TRY IT
Where does the word "text" occur in the entries below? Copy every line that has it.

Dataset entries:

__________________________________________________

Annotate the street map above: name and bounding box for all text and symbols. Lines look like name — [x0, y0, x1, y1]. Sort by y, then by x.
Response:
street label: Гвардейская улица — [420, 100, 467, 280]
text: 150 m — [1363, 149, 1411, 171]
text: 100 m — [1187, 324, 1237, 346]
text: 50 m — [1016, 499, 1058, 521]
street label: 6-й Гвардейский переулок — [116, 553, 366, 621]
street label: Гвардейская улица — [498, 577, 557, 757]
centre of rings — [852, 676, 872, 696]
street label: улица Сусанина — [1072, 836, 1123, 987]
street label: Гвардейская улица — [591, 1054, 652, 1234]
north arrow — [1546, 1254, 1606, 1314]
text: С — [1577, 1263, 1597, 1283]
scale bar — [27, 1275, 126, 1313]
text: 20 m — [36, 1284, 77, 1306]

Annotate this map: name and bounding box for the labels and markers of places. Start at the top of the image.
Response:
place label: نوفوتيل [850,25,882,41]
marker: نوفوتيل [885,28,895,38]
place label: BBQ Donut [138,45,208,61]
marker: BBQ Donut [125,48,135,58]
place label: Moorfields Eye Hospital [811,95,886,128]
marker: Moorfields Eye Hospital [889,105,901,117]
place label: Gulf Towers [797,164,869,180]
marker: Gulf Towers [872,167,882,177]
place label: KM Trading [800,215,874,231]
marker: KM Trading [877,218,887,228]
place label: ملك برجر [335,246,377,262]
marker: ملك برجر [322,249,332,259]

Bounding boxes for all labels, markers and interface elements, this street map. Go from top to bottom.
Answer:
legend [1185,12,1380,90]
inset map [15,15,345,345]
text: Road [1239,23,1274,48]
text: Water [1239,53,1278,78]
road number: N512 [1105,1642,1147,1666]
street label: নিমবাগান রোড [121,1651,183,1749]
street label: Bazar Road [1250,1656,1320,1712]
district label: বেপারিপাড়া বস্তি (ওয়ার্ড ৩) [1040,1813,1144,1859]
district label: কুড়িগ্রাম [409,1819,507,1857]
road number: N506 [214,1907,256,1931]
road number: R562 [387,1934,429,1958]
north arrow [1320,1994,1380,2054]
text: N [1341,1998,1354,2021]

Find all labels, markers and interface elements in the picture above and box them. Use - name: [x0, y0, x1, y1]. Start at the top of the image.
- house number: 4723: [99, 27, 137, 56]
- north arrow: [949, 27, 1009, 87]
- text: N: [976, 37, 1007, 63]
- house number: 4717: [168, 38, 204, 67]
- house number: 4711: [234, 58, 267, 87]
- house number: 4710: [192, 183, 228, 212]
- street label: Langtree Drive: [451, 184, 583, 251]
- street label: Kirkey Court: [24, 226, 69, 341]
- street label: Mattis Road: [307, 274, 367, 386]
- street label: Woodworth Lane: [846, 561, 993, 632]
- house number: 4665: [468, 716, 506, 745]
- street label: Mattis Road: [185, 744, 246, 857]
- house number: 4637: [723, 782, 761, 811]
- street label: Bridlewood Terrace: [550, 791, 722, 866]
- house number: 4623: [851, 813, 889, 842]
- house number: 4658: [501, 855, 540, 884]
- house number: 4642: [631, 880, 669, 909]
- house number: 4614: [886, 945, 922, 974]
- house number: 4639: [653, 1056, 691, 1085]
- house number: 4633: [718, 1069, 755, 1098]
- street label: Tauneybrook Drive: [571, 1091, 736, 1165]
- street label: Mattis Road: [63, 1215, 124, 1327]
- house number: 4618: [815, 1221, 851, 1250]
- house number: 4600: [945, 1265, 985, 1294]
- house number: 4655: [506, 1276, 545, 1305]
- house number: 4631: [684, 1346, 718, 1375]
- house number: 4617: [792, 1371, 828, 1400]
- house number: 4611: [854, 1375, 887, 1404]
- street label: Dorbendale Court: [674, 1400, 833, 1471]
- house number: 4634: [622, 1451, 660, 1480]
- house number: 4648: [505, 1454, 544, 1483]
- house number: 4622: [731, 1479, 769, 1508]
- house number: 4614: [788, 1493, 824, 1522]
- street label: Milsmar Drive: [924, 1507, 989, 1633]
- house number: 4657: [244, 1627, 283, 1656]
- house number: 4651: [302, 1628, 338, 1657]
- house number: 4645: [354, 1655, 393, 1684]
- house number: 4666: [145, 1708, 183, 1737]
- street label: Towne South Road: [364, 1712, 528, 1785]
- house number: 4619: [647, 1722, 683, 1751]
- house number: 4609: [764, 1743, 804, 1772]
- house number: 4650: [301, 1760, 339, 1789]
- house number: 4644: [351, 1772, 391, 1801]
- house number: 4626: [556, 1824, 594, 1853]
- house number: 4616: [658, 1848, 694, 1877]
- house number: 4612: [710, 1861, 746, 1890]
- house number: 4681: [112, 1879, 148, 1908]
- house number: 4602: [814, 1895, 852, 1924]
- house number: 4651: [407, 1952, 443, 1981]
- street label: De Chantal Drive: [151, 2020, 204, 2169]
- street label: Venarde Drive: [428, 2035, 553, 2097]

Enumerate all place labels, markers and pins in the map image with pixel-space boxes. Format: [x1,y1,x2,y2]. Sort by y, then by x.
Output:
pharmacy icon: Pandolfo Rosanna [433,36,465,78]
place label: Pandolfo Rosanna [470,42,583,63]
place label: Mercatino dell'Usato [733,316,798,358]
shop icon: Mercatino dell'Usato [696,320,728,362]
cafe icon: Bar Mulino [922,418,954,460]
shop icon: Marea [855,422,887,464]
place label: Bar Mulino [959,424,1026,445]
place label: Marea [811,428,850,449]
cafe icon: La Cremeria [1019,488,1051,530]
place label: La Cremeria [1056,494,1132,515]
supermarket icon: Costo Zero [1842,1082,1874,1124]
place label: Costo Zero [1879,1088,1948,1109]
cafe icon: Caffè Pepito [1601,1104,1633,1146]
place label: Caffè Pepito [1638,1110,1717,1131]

__________________________________________________

SOLUTION BELOW
Annotate the street map above: name and bounding box for all text and symbols. Lines look like name — [x0, y0, x1, y1]. Sort by y, then by x.
text: 150 m — [1363, 149, 1411, 171]
text: 100 m — [1187, 324, 1237, 346]
text: 50 m — [1016, 499, 1058, 521]
text: С — [1577, 1263, 1597, 1283]
text: 20 m — [36, 1284, 77, 1306]
text: Road [1239,23,1274,48]
text: Water [1239,53,1278,78]
text: N [1341,1998,1354,2021]
- text: N: [976, 37, 1007, 63]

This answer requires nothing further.